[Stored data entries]
+--

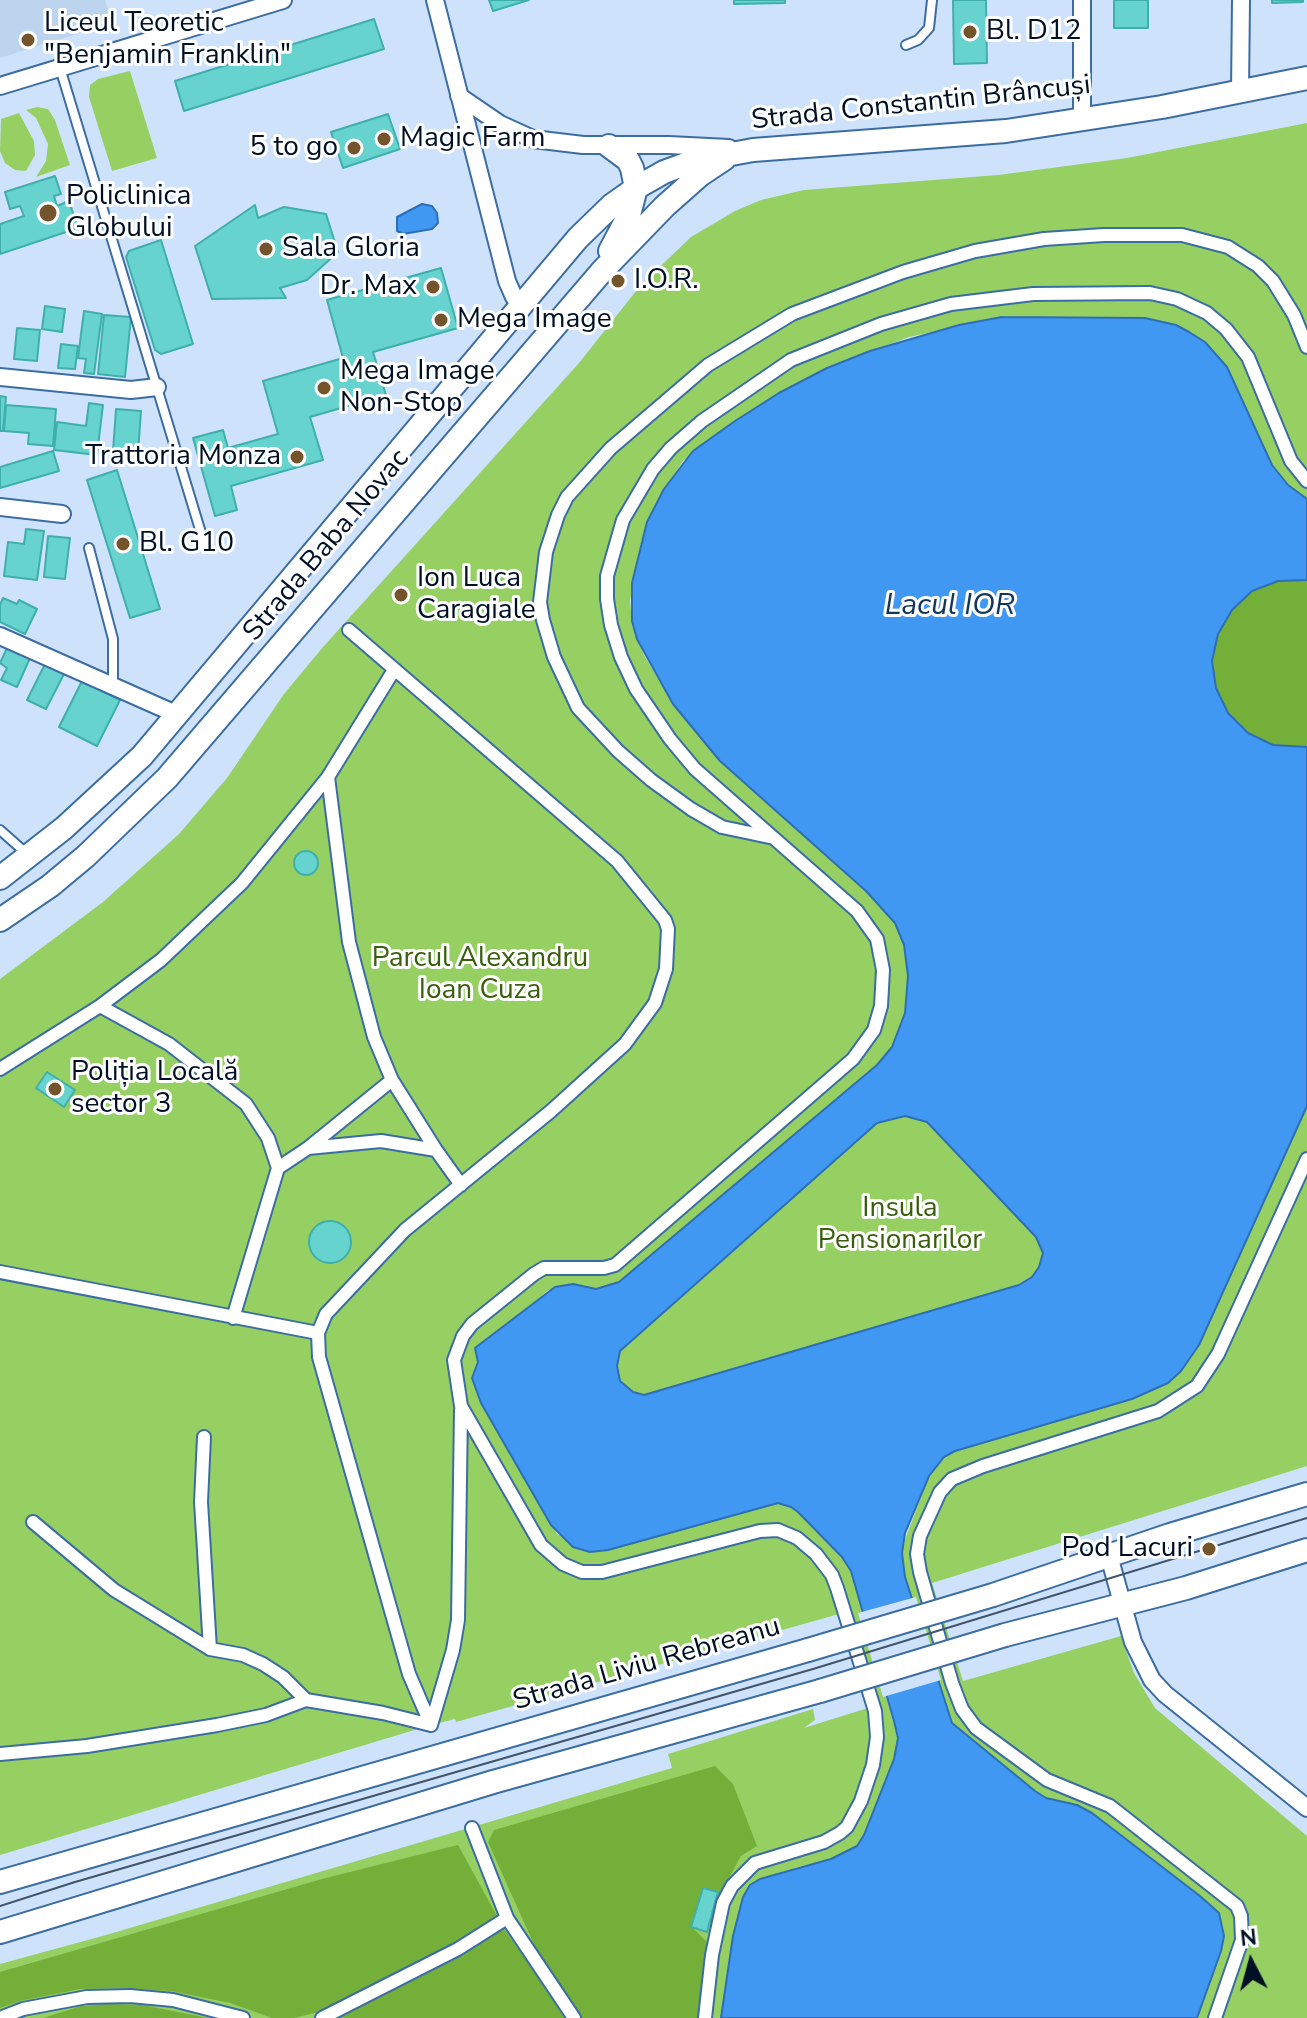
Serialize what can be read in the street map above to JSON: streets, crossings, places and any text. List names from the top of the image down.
{
  "streets": {
    "main road": ["Strada Constantin Brâncuși", "Strada Baba Novac", "Strada Liviu Rebreanu"]
  },
  "crossings": [
    ["Strada Constantin Brâncuși", "Strada Baba Novac"]
  ],
  "water": ["Lacul IOR"],
  "parks": ["Parcul Alexandru Ioan Cuza", "Insula Pensionarilor"],
  "places": [
    "Bl. D12",
    "Liceul Teoretic \"Benjamin Franklin\"",
    "Magic Farm",
    "5 to go",
    "Policlinica Globului",
    "Sala Gloria",
    "I.O.R.",
    "Dr. Max",
    "Mega Image",
    "Mega Image Non-Stop",
    "Trattoria Monza",
    "Bl. G10",
    "Ion Luca Caragiale",
    "Poliția Locală sector 3",
    "Pod Lacuri"
  ],
  "north": "top"
}
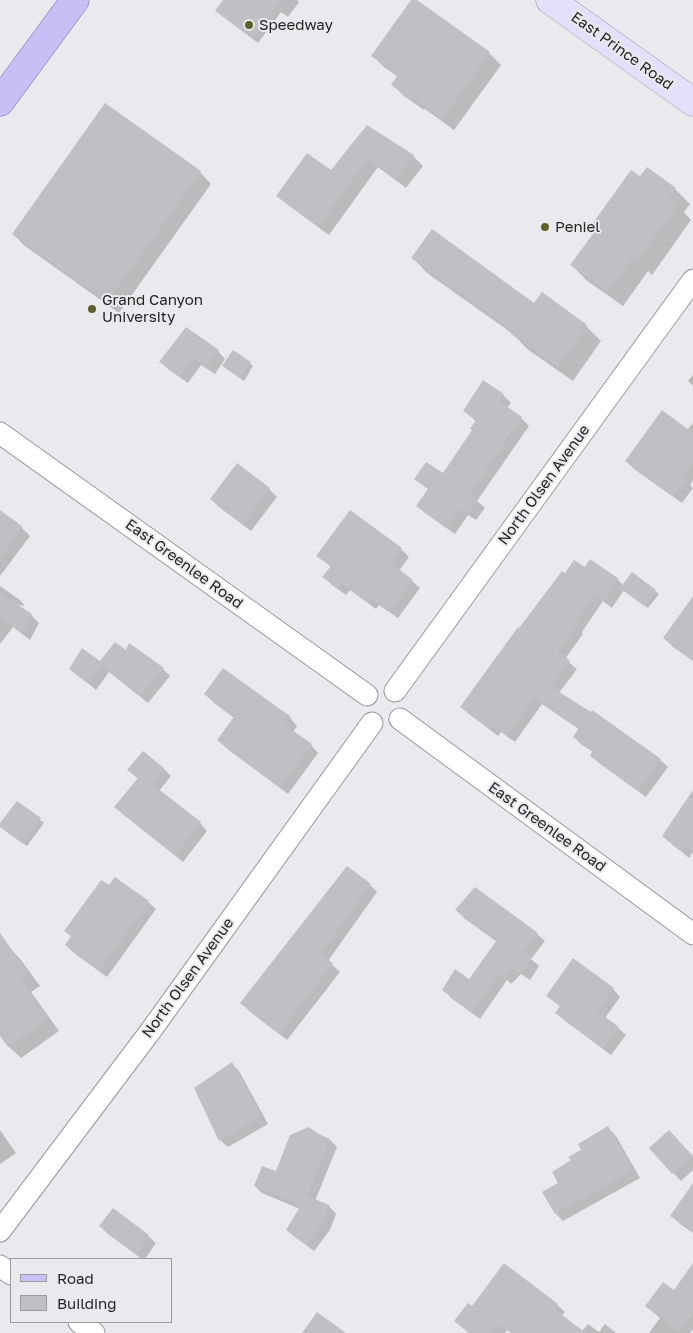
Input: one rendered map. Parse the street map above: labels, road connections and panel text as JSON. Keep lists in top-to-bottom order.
{
  "streets": {
    "main road": ["East Prince Road"],
    "street": ["North Olsen Avenue", "East Greenlee Road"]
  },
  "crossings": [
    ["North Olsen Avenue", "East Greenlee Road"]
  ],
  "places": ["Speedway", "Peniel", "Grand Canyon University"],
  "legend": ["Road", "Building"]
}
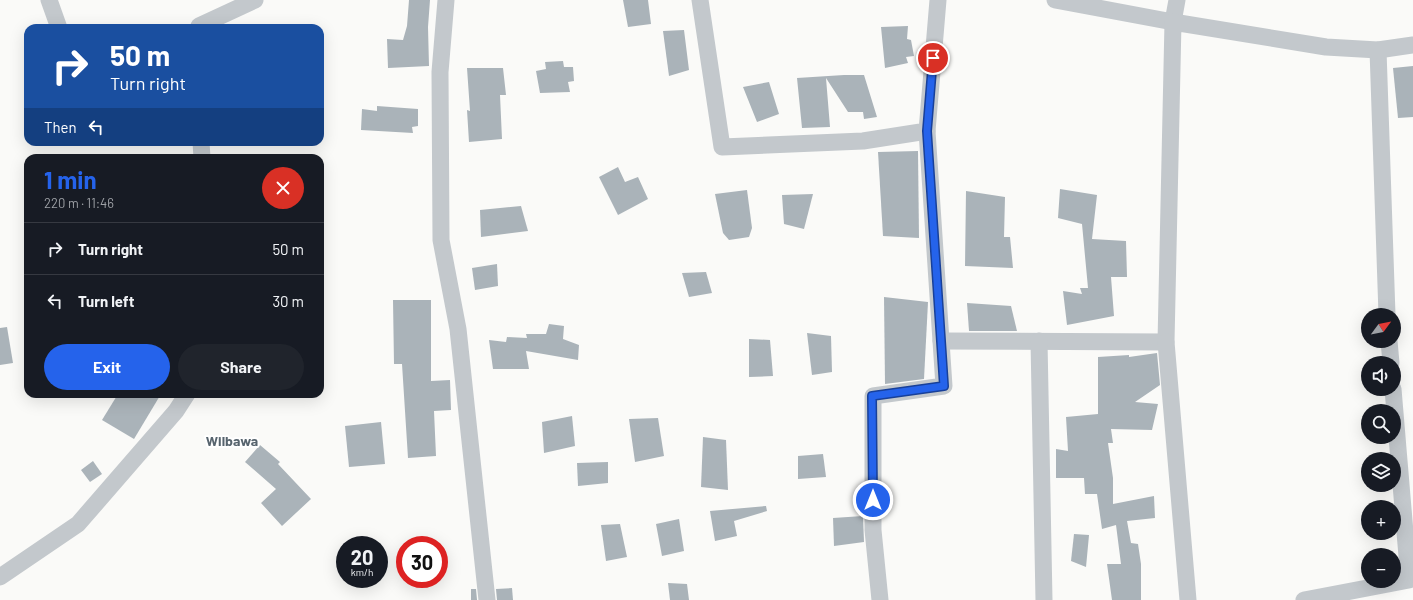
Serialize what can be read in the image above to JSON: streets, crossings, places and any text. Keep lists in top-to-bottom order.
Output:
{
  "districts": ["Wilbawa"],
  "north": "top right",
  "page": {
    "turn": ["50 m", "Turn right"],
    "then": "Then",
    "heading": ["1 min", "220 m · 11:46"],
    "list": [
      {
        "name": "Turn right",
        "value": "50 m"
      },
      {
        "name": "Turn left",
        "value": "30 m"
      }
    ],
    "map_buttons": ["+", "−"],
    "buttons": ["Exit", "Share"],
    "speed": "20 km/h",
    "limit": "30"
  }
}
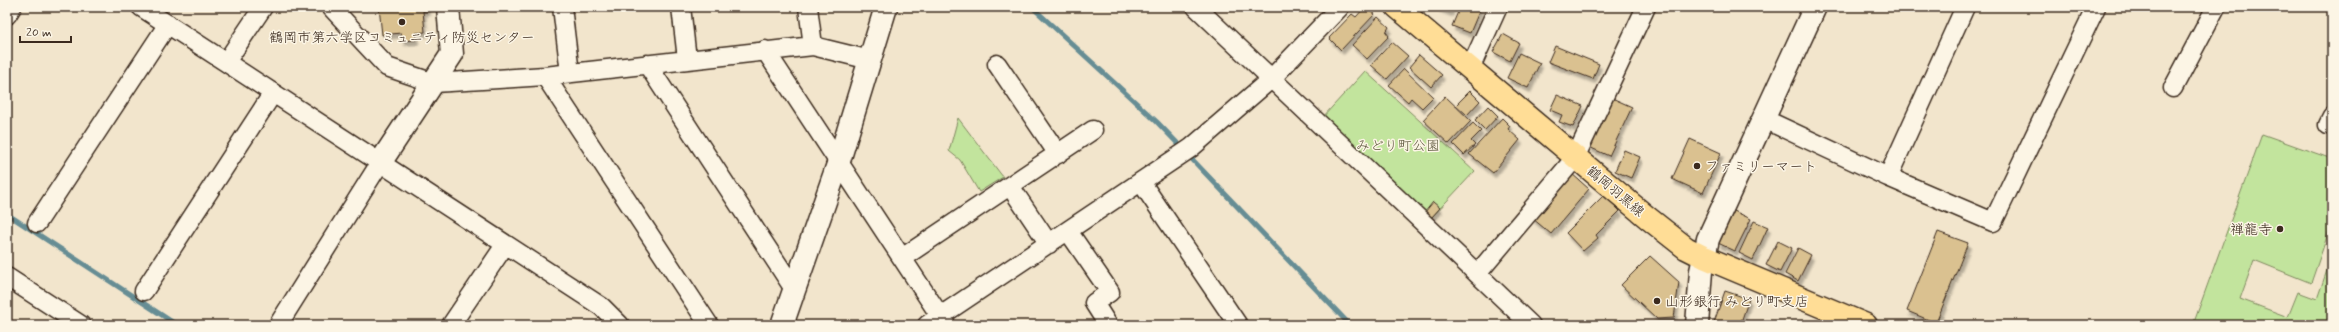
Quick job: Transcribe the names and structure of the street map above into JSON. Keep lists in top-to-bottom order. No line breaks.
{"streets":{"main road":["鶴岡羽黒線"]},"parks":["みどり町公園"],"places":["鶴岡市第六学区コミュニティ防災センター","ファミリーマート","禅龍寺","山形銀行 みどり町支店"],"scale_bar":"20 m"}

+--

__Problem to work on__
Go through the records and repeat each one exactly, skipping anything that is a picture.

__Task output__
Serialize what can be read in the street map above to JSON: streets, crossings, places and any text. List names from the top of the image down.
{
  "streets": {
    "main road": ["Strada Constantin Brâncuși", "Strada Baba Novac", "Strada Liviu Rebreanu"]
  },
  "crossings": [
    ["Strada Constantin Brâncuși", "Strada Baba Novac"]
  ],
  "water": ["Lacul IOR"],
  "parks": ["Parcul Alexandru Ioan Cuza", "Insula Pensionarilor"],
  "places": [
    "Bl. D12",
    "Liceul Teoretic \"Benjamin Franklin\"",
    "Magic Farm",
    "5 to go",
    "Policlinica Globului",
    "Sala Gloria",
    "I.O.R.",
    "Dr. Max",
    "Mega Image",
    "Mega Image Non-Stop",
    "Trattoria Monza",
    "Bl. G10",
    "Ion Luca Caragiale",
    "Poliția Locală sector 3",
    "Pod Lacuri"
  ],
  "north": "top"
}
Input: one rendered map. Parse the street map above: labels, road connections and panel text as JSON. Keep lists in top-to-bottom order.
{
  "streets": {
    "main road": ["East Prince Road"],
    "street": ["North Olsen Avenue", "East Greenlee Road"]
  },
  "crossings": [
    ["North Olsen Avenue", "East Greenlee Road"]
  ],
  "places": ["Speedway", "Peniel", "Grand Canyon University"],
  "legend": ["Road", "Building"]
}
Serialize what can be read in the image above to JSON: streets, crossings, places and any text. Keep lists in top-to-bottom order.
Output:
{
  "districts": ["Wilbawa"],
  "north": "top right",
  "page": {
    "turn": ["50 m", "Turn right"],
    "then": "Then",
    "heading": ["1 min", "220 m · 11:46"],
    "list": [
      {
        "name": "Turn right",
        "value": "50 m"
      },
      {
        "name": "Turn left",
        "value": "30 m"
      }
    ],
    "map_buttons": ["+", "−"],
    "buttons": ["Exit", "Share"],
    "speed": "20 km/h",
    "limit": "30"
  }
}
Quick job: Transcribe the names and structure of the street map above into JSON. Keep lists in top-to-bottom order. No line breaks.
{"streets":{"main road":["鶴岡羽黒線"]},"parks":["みどり町公園"],"places":["鶴岡市第六学区コミュニティ防災センター","ファミリーマート","禅龍寺","山形銀行 みどり町支店"],"scale_bar":"20 m"}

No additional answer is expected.